[Stored data entries]
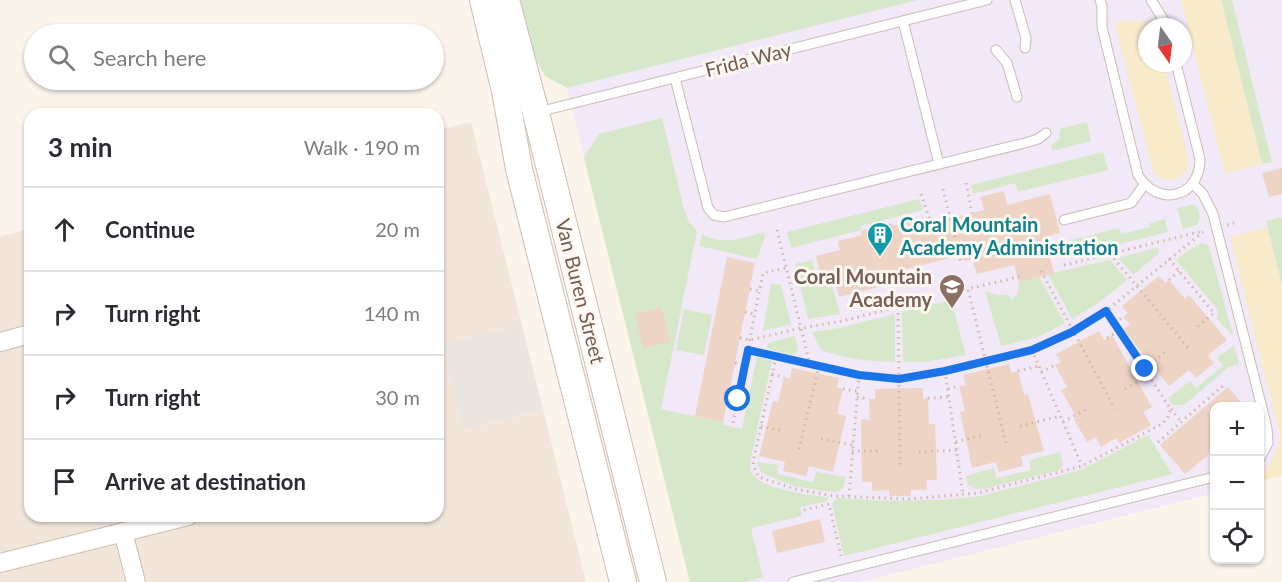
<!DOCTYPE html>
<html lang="en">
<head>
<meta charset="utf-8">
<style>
  body { margin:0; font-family:Lato,sans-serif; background:#f2f2f3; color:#2b2b33 }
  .controls { position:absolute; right:18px; bottom:18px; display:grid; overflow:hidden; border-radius:12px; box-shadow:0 2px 4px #0004 }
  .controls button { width:54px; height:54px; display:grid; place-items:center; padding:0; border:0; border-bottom:2px solid #e1e1e2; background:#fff; color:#2b2b33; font:30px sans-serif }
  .compass { position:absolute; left:1138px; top:18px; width:54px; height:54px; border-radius:50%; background:#fff; box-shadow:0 2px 4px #0004; rotate:166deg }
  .stop { position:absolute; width:18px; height:18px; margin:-14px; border:4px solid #1a73e8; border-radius:50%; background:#fff }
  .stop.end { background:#1a73e8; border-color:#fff; box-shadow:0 2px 6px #0008 }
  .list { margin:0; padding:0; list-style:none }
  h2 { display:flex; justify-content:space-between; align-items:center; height:78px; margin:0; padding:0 24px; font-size:26px }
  h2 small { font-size:20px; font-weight:400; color:#7c7c81 }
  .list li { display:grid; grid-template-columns:39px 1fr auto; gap:18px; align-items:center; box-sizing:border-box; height:84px; padding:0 24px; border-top:2px solid #e1e1e2 }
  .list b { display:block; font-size:22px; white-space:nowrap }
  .list em { font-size:20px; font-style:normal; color:#7c7c81 }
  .icon { flex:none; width:33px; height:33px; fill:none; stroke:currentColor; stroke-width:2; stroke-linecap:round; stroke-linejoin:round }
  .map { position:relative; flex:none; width:1282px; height:582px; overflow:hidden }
  .search { position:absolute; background:#fff; box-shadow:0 2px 4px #0004; left:24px; top:24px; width:420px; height:66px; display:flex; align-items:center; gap:15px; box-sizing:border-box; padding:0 21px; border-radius:33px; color:#7c7c81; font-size:22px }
  .panel { position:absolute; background:#fff; box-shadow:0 2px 4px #0004; left:24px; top:108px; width:420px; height:414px; border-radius:18px }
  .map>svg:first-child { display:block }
  .residential { fill:#f2e6da }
  .industrial { fill:#ebe5e0 }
  .education { fill:#f1e8f8; fill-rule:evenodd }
  .green { fill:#d7e8ca }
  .sand { fill:#f7ebca }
  .building { fill:#eed4c5 }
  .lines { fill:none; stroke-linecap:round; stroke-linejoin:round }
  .lane-casing { stroke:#ccbdb2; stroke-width:11 }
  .street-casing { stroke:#ccbdb2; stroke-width:20 }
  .secondary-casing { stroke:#cfbdb0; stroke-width:28 }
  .path { stroke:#d3b7a8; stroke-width:3; stroke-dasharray:1.5 4.5; stroke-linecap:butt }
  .lane { stroke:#fff; stroke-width:9 }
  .street { stroke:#fff; stroke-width:18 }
  .secondary { stroke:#fff; stroke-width:26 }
  .route { stroke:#1a73e8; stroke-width:8 }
  .labels { text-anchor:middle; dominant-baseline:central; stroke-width:6; stroke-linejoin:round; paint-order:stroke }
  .street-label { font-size:20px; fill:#745c50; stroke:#fef8f2 }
  .culture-label { font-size:20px; font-weight:bold; fill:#0d838f; stroke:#fef8f2; text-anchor:start }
  .education-label { font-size:20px; font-weight:bold; fill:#785e54; stroke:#fef8f2; text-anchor:end }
</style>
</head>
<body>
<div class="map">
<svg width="1282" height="582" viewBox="0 0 1282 582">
  <rect width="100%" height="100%" fill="#fbf4eb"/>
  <path class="residential" d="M471 122 522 325 443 346 464 429 543 409 586 582H0V236L30 229V516H438V130Z"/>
  <path class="industrial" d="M522 325 543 409 463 429 443 345Z"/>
  <path class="education" d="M918 0H1282V476L1260 481V406H1214V493L859 582H690L567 88ZM1147 27H1183V63H1147Z"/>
  <g class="green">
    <path d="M513 0H918L567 88 545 76 524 40Z"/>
    <path d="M1221 0H1232L1272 162 1262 164Z"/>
    <path d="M662 118 684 209 689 222 697 231 661 409 723 422 724 425 742 429 757 357 772 361 750 462C750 467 750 473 754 476 765 489 812 496 829 497L827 501 800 507 802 516 751 528 763 577 744 582H690L584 158 599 134Z"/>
    <path d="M1087 122 1091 141 1052 151 1051 145 1059 139 1060 129Z"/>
    <path d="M1103 152 1108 170 1018 192 1015 183 973 194 971 185Z"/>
    <path d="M919 199 923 210 860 226 861 230 791 248 787 232Z"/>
    <path d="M1194 204C1200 212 1202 216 1197 225L1183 229 1177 208Z"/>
    <path d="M1282 217V285L1266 221Z"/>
    <path d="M1165 219 1168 232 1067 257 1064 242 1119 228 1121 234 1150 227V223Z"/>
    <path d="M764 232 765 237 757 259 699 246 702 234C722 246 743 238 764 232Z"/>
    <path d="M1202 243 1209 246 1233 336 1216 318 1218 315 1217 309 1176 260 1187 251Z"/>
    <path d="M1156 248 1159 249 1158 254 1133 275 1118 258Z"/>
    <path d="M812 260 819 286 831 283 840 314 808 319 795 264Z"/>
    <path d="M1110 260 1127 280 1097 304 1072 319 1048 274Z"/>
    <path d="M1039 277 1065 323 1038 337 1001 346 985 291 997 295H1009L1011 300 1018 294 1019 282Z"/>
    <path d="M771 283 781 285 791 324 763 331Z"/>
    <path d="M951 300 966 355 924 362H903L902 312Z"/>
    <path d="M684 309 712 315 704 355 676 350Z"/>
    <path d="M895 314V362C869 361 845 359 821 350L812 332 839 328Z"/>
    <path d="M795 336 798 348 796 353 791 355 766 348 768 343Z"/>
    <path d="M1234 345 1239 364 1229 367 1184 405H1173L1168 398 1190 381 1196 388 1223 366 1217 358Z"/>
    <path d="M1148 435 1172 474 844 556 832 504 837 498 882 501 941 500 981 496 1081 470Z"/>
    <path d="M1060 452 1063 464 1060 470 984 489H976L968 485 966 476 994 468 996 478 1031 470 1029 460Z"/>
    <path d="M757 462 778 465 777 474 813 482 816 472 846 477 843 488 839 491 833 492 793 486 761 472Z"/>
  </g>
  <g class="sand">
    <path d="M1181 0H1221L1262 164 1225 174Z"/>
    <path d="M1117 21H1150L1154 27H1147V63H1164L1189 161C1186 181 1165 187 1153 171L1116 28Z"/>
    <path d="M1267 227 1282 286V476L1264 480 1262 472C1273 461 1277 451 1280 436L1230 237Z"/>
  </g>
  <g class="building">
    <path d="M1282 168V194L1269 197 1262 173Z"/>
    <path d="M1004 191 1007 205 1050 194 1060 233 1045 237 1054 273 1019 282 1014 265 977 274 972 259 964 261 962 255 899 271 902 281 839 297 833 275 821 278 816 256 840 250 838 241 862 235 861 231 892 223 893 226 919 220 920 226 984 210 980 197Z"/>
    <path d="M727 257 755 263 723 422 695 416Z"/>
    <path d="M1159 276 1165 283 1169 280 1185 299 1189 295 1227 340 1208 355 1214 363 1196 378 1189 370 1169 386 1123 329 1130 325 1123 317 1128 313 1122 306Z"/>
    <path d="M661 307 670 342 643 348 635 314Z"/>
    <path d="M1099 331 1104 340 1112 335 1152 407 1143 412 1151 425 1119 443 1116 438 1101 447 1096 437 1087 442 1074 419 1077 418 1061 390 1067 387 1055 365 1061 362 1056 354Z"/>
    <path d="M1009 364 1012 373 1018 371 1024 395 1028 394 1044 451 1021 456 1023 466 999 472 996 462 972 468 960 412 965 411 959 386 966 385 963 375Z"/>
    <path d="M792 368 839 378 837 388 843 389 837 414 846 416 833 472 809 466 806 476 783 471 785 462 759 456 773 401 778 402 784 377 790 379Z"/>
    <path d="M1228 387 1244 406H1215V449L1185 474 1160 445Z"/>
    <path d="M923 388V399L928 398 929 424H935L937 480H927V490H911V496H889V490L872 491V482H862L861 419 870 420 869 399H875V389Z"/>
    <path d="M820 519 825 542 777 553 772 531Z"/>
  </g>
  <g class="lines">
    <defs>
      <g id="lane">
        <path d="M1015 0 1026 38 1025 48"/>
        <path d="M1100 0 1102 6V27L1138 175C1158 208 1200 198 1200 159L1176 63"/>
        <path d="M1151 0 1165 22 1167 27"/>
        <path d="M903 21 939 164"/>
        <path d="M996 50 1007 63 1017 97"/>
        <path d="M675 78 708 208 714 215 724 217 1025 143 1038 139 1046 133"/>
        <path d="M538 112 987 0"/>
        <path d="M1193 184 1203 194 1213 214 1267 428 1268 443 1260 458"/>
        <path d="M1064 220 1131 203 1144 185"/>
        <path d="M793 582 1214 477"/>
      </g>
      <g id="street">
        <path d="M0 342 30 334"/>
        <path d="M123 532 136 582"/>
        <path d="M0 563 188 516"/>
      </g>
      <g id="secondary">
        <path d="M483 0 505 91 519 169 623 582"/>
        <path d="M506 0 536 113 653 582"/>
      </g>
    </defs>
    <use href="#lane" class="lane-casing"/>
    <use href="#street" class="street-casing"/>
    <use href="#secondary" class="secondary-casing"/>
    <g class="path">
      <path d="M966 183 972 213"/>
      <path d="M943 189 961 263"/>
      <path d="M921 194 931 223"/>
      <path d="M1227 225 1237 222"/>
      <path d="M777 230 810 365"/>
      <path d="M1110 254 1189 349"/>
      <path d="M1169 259 1214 313 1196 328"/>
      <path d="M1064 265 1203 231"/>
      <path d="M1041 271 1115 409"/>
      <path d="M1169 280 1179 271"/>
      <path d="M750 289 760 291"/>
      <path d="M898 307 900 465"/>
      <path d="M745 312 755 314"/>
      <path d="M1115 323 1123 317"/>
      <path d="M740 338 750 340 801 328 842 321 935 298"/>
      <path d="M1107 338 1119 331"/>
      <path d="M748 350 859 375 899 379 945 371 1032 350 1072 332 1106 311 1203 232"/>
      <path d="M1032 350 1082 466"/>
      <path d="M776 357 754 458 753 465 759 477 795 489 834 496 909 499 978 493 1082 466 1162 424C1167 419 1170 415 1170 408L1106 311"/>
      <path d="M735 363 745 366"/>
      <path d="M1145 369 1165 352"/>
      <path d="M945 371 963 495"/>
      <path d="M1018 371 1039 366"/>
      <path d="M1041 372 1055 365"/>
      <path d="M772 374 784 377"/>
      <path d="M843 389 857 391"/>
      <path d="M948 389 959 386"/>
      <path d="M1125 389 1149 376"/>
      <path d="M728 397 738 399"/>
      <path d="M857 397 869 399"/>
      <path d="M928 398 949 397"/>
      <path d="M1171 409 1181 422"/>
      <path d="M1063 422 1089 408"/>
      <path d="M733 423 763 273 786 268"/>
      <path d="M761 426 783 431"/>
      <path d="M1020 426 1060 416"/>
      <path d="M821 439 853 445"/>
      <path d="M956 442 982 435"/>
      <path d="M1158 442 1225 384"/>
      <path d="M1006 443 968 289 1022 276"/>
      <path d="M799 449 819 366"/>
      <path d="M852 451H880"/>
      <path d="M919 452 957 450"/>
      <path d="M849 496 859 375"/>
      <path d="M804 510 829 504 841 556"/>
    </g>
    <use href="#lane" class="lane"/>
    <use href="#street" class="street"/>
    <use href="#secondary" class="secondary"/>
  </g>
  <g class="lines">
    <path class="route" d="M738 399 748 350 859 375 899 379 945 371 1032 350 1072 332 1106 311 1145 369"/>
  </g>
  <defs>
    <symbol id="building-pin" viewBox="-11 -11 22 30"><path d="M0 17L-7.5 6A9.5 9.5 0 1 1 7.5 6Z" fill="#0f9aa8" stroke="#fef8f2"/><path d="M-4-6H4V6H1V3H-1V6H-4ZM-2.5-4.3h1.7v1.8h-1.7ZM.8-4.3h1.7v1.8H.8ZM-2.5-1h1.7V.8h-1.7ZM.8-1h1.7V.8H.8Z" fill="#fff"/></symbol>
    <symbol id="school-pin" viewBox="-11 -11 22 30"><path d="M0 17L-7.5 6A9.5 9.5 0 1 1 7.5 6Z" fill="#8d6e63" stroke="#fef8f2"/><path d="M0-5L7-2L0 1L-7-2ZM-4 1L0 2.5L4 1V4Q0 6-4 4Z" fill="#fff"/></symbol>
  </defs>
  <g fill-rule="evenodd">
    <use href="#building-pin" x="865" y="220" width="30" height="40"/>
    <use href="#school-pin" x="937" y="272" width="30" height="40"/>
  </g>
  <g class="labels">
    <g class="street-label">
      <text transform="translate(748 59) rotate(-14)">Frida Way</text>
      <text transform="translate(581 291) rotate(76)">Van Buren Street</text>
    </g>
    <g class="culture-label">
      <text x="900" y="224">Coral Mountain<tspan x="900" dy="23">Academy Administration</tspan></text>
    </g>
    <g class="education-label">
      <text x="932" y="276">Coral Mountain<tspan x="932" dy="23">Academy</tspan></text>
    </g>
  </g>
</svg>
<div class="controls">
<button>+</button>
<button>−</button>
<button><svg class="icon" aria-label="locate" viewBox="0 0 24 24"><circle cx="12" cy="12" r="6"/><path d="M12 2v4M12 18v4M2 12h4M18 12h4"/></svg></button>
</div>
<svg class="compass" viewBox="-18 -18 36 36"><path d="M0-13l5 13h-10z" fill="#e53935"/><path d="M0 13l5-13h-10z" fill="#7c7c81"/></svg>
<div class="stop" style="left:738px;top:399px"></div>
<div class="stop end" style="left:1145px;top:369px"></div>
<div class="search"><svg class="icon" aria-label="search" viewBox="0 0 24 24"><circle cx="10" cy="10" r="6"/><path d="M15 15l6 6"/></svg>Search here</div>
<section class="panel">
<h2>3 min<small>Walk · 190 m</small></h2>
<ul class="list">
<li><svg class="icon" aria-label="ahead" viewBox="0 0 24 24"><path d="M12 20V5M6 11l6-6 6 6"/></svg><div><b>Continue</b></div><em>20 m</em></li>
<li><svg class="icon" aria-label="right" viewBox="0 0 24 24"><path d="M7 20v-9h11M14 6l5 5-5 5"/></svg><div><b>Turn right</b></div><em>140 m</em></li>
<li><svg class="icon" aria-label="right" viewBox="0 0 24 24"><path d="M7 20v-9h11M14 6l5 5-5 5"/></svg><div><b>Turn right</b></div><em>30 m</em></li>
<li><svg class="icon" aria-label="arrive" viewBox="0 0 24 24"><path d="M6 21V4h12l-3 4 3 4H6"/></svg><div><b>Arrive at destination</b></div></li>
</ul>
</section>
</div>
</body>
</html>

_GOAL OF THE EXERCISE_
Take the records from their first line through the line containing "margin:0; padding:0; list-style:none" and please return exactly those lines, both ends included, minus the pictures.

_RESPONSE TO THE TASK_
<!DOCTYPE html>
<html lang="en">
<head>
<meta charset="utf-8">
<style>
  body { margin:0; font-family:Lato,sans-serif; background:#f2f2f3; color:#2b2b33 }
  .controls { position:absolute; right:18px; bottom:18px; display:grid; overflow:hidden; border-radius:12px; box-shadow:0 2px 4px #0004 }
  .controls button { width:54px; height:54px; display:grid; place-items:center; padding:0; border:0; border-bottom:2px solid #e1e1e2; background:#fff; color:#2b2b33; font:30px sans-serif }
  .compass { position:absolute; left:1138px; top:18px; width:54px; height:54px; border-radius:50%; background:#fff; box-shadow:0 2px 4px #0004; rotate:166deg }
  .stop { position:absolute; width:18px; height:18px; margin:-14px; border:4px solid #1a73e8; border-radius:50%; background:#fff }
  .stop.end { background:#1a73e8; border-color:#fff; box-shadow:0 2px 6px #0008 }
  .list { margin:0; padding:0; list-style:none }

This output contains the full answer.